↓↓↓

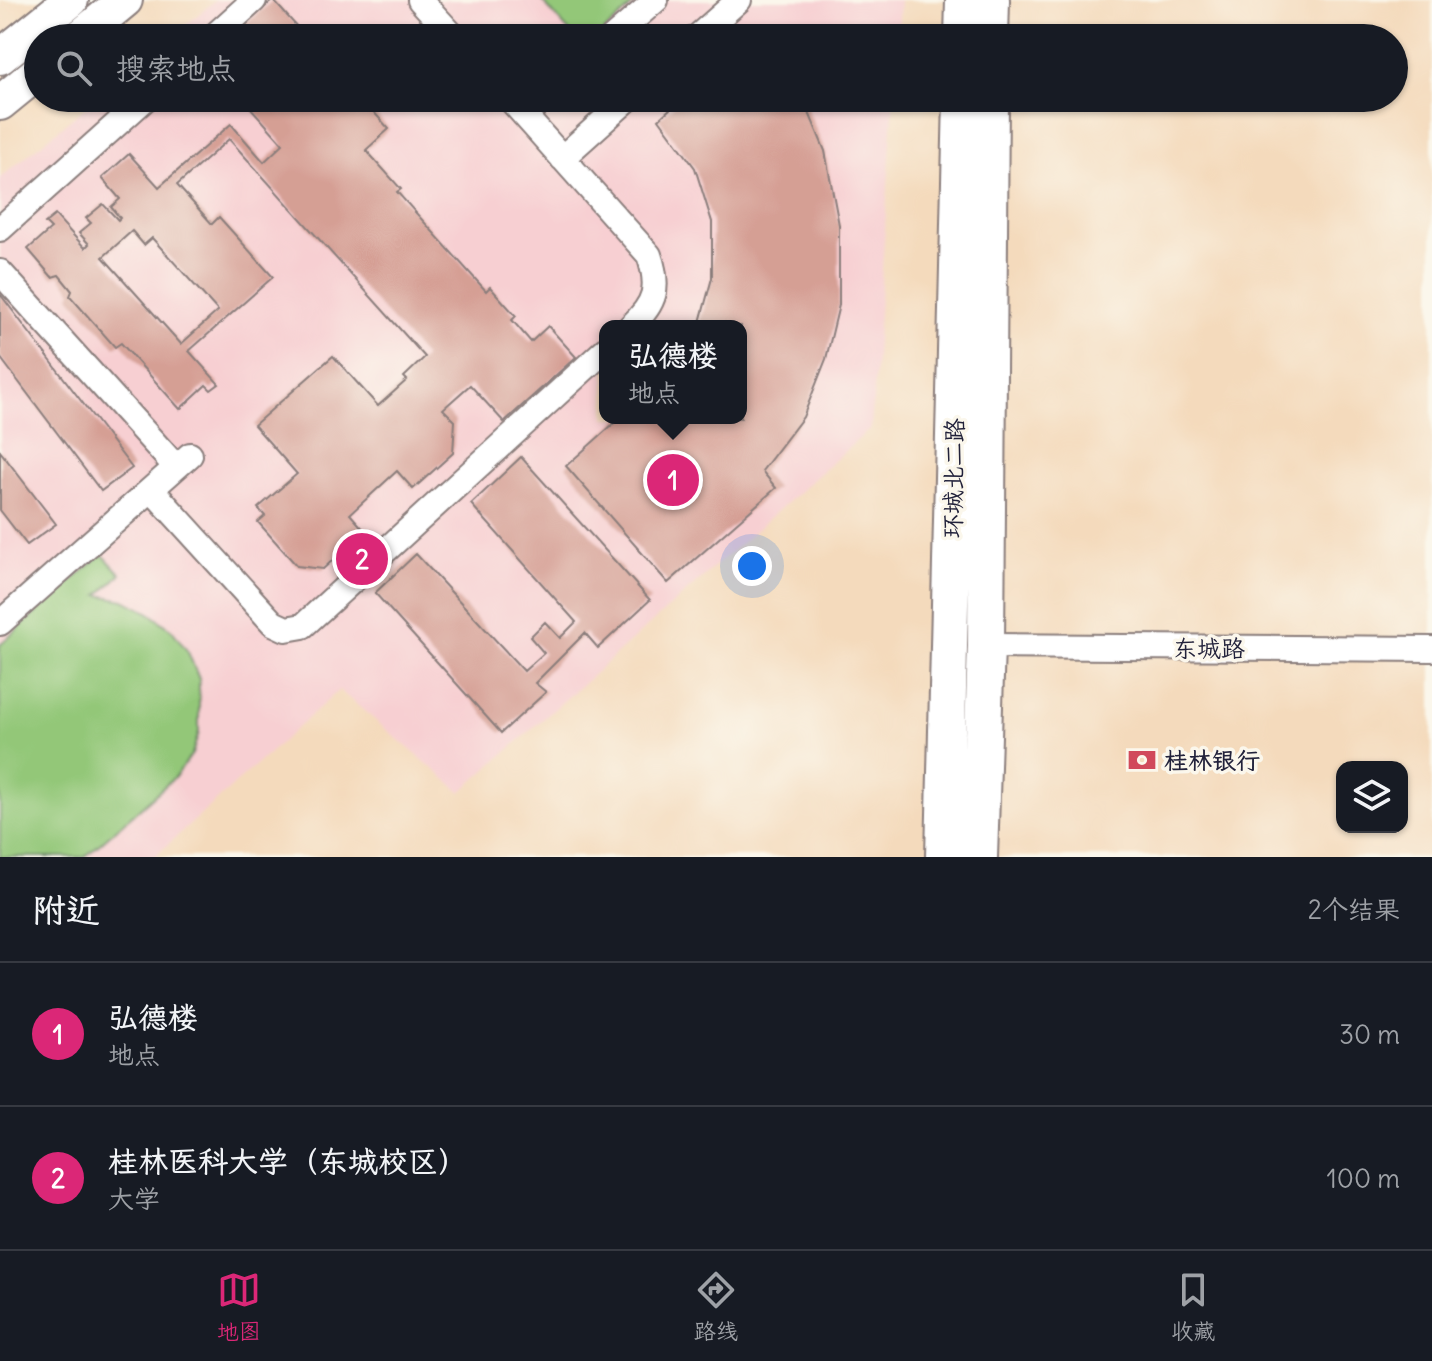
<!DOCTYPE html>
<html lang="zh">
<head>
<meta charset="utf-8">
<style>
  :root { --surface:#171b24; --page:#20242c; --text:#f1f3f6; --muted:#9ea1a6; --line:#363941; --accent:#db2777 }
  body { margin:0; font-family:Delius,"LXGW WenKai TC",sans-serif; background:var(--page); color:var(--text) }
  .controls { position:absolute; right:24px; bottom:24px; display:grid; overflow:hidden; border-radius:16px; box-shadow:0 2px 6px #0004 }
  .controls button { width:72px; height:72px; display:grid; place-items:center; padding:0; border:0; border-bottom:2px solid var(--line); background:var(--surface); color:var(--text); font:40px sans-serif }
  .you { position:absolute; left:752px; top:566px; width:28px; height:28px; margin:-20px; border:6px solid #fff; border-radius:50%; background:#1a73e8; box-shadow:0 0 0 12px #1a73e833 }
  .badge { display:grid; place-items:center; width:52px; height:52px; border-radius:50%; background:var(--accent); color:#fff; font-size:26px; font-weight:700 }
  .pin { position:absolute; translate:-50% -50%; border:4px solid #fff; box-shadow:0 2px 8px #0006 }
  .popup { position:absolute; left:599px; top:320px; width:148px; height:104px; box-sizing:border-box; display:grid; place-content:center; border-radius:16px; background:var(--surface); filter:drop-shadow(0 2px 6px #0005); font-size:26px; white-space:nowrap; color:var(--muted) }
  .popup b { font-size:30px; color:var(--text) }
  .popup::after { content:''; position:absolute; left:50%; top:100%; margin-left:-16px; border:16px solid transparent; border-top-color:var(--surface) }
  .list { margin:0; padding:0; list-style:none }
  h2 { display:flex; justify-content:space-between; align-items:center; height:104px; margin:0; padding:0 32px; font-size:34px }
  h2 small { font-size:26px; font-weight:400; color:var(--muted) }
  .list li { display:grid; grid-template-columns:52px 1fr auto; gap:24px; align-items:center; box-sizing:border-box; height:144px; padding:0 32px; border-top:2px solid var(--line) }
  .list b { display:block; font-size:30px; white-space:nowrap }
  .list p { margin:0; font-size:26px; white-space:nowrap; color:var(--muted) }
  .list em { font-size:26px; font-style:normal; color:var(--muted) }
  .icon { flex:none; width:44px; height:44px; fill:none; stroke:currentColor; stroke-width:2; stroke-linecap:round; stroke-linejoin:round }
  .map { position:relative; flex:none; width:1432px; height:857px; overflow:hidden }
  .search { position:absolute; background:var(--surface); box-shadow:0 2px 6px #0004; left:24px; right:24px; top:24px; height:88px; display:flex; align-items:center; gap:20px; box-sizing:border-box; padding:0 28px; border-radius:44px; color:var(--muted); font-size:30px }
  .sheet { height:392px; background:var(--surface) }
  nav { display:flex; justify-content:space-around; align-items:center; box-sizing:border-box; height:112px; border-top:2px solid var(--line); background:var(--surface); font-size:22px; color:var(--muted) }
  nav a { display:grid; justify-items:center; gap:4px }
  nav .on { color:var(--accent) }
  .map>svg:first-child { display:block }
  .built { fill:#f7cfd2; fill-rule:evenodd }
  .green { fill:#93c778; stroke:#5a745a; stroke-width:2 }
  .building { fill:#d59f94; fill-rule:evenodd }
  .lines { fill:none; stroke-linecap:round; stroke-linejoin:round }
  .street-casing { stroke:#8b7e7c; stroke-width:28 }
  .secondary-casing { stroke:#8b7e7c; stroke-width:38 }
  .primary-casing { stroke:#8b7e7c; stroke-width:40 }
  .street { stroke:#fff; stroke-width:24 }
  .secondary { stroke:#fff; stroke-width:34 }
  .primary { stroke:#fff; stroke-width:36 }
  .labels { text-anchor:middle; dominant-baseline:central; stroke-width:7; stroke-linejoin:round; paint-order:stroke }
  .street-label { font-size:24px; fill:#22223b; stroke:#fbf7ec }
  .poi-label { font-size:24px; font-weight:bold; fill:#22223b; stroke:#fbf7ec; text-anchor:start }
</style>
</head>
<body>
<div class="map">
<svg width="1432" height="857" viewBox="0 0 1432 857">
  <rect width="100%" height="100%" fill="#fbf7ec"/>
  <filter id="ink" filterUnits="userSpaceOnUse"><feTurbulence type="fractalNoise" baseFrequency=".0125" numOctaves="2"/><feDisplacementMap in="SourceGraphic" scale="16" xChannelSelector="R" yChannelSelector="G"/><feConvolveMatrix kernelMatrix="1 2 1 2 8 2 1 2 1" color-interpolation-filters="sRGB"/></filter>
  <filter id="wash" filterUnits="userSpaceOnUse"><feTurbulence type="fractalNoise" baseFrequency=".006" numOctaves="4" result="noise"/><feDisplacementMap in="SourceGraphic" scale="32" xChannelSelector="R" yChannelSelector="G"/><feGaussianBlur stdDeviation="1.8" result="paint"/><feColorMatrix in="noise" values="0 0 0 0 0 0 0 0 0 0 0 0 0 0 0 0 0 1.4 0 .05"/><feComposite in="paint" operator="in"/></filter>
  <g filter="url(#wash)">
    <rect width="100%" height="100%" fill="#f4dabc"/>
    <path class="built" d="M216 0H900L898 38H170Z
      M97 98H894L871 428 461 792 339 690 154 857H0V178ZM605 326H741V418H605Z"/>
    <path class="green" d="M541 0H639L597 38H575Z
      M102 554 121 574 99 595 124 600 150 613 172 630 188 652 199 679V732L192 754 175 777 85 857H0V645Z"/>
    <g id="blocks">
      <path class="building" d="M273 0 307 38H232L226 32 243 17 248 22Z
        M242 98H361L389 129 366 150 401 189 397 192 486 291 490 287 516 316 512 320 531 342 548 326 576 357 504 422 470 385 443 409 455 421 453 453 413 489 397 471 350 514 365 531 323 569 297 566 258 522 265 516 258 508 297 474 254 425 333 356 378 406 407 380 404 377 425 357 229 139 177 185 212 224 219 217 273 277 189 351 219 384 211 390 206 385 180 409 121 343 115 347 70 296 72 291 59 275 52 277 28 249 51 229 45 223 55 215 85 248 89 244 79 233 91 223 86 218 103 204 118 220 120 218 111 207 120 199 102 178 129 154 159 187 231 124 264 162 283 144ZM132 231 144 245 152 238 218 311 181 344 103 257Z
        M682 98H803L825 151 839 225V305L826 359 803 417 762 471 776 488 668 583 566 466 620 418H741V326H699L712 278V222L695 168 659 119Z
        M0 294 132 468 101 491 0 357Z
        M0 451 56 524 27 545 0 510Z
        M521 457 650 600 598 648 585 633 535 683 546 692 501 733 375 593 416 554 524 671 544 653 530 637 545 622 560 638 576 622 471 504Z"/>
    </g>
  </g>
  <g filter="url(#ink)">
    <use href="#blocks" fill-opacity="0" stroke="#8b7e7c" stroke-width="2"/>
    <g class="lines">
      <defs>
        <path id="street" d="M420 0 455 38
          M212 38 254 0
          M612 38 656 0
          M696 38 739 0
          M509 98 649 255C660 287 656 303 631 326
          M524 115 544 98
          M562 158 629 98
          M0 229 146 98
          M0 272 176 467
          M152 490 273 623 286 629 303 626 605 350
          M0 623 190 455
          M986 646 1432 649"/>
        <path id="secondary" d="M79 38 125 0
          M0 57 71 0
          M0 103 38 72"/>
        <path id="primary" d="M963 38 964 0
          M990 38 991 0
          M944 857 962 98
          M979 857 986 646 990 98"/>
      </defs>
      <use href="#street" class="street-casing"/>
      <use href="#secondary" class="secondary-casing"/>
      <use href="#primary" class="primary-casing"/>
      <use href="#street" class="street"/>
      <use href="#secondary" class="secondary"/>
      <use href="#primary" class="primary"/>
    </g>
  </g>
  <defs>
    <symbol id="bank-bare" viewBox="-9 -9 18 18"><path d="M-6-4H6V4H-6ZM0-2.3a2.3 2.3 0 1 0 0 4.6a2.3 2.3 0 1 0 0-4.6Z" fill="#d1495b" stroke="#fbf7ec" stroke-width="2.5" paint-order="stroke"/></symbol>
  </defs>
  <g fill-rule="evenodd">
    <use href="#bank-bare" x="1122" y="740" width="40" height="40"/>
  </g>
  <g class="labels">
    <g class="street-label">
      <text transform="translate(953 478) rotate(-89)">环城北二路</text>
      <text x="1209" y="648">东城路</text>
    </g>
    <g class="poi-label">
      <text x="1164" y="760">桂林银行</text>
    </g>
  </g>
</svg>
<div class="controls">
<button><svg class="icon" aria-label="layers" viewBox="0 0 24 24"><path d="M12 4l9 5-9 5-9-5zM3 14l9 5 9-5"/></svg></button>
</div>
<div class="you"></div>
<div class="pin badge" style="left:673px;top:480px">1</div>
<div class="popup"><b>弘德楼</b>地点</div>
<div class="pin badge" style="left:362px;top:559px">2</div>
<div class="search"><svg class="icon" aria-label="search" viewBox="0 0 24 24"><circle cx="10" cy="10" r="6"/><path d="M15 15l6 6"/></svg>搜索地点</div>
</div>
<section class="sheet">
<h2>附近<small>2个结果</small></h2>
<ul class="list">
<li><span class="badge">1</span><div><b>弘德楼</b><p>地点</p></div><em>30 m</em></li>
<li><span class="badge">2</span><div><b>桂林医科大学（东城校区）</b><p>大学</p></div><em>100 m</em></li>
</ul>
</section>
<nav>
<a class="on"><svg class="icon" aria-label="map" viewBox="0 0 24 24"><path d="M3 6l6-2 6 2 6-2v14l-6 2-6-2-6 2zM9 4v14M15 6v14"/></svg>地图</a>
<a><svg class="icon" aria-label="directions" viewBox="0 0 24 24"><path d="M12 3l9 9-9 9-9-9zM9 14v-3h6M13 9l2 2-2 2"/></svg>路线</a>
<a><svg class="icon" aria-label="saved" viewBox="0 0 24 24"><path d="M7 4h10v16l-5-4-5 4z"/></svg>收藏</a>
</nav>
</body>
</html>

↑↑↑

• What is needed
Both end lines included, restate word for word the lines above from the line with "font-size:24px; fill:#22223b; stroke:#fbf7ec" to the line with "243 17 248 22Z", and nothing else.

• Answer below
  .street-label { font-size:24px; fill:#22223b; stroke:#fbf7ec }
  .poi-label { font-size:24px; font-weight:bold; fill:#22223b; stroke:#fbf7ec; text-anchor:start }
</style>
</head>
<body>
<div class="map">
<svg width="1432" height="857" viewBox="0 0 1432 857">
  <rect width="100%" height="100%" fill="#fbf7ec"/>
  <filter id="ink" filterUnits="userSpaceOnUse"><feTurbulence type="fractalNoise" baseFrequency=".0125" numOctaves="2"/><feDisplacementMap in="SourceGraphic" scale="16" xChannelSelector="R" yChannelSelector="G"/><feConvolveMatrix kernelMatrix="1 2 1 2 8 2 1 2 1" color-interpolation-filters="sRGB"/></filter>
  <filter id="wash" filterUnits="userSpaceOnUse"><feTurbulence type="fractalNoise" baseFrequency=".006" numOctaves="4" result="noise"/><feDisplacementMap in="SourceGraphic" scale="32" xChannelSelector="R" yChannelSelector="G"/><feGaussianBlur stdDeviation="1.8" result="paint"/><feColorMatrix in="noise" values="0 0 0 0 0 0 0 0 0 0 0 0 0 0 0 0 0 1.4 0 .05"/><feComposite in="paint" operator="in"/></filter>
  <g filter="url(#wash)">
    <rect width="100%" height="100%" fill="#f4dabc"/>
    <path class="built" d="M216 0H900L898 38H170Z
      M97 98H894L871 428 461 792 339 690 154 857H0V178ZM605 326H741V418H605Z"/>
    <path class="green" d="M541 0H639L597 38H575Z
      M102 554 121 574 99 595 124 600 150 613 172 630 188 652 199 679V732L192 754 175 777 85 857H0V645Z"/>
    <g id="blocks">
      <path class="building" d="M273 0 307 38H232L226 32 243 17 248 22Z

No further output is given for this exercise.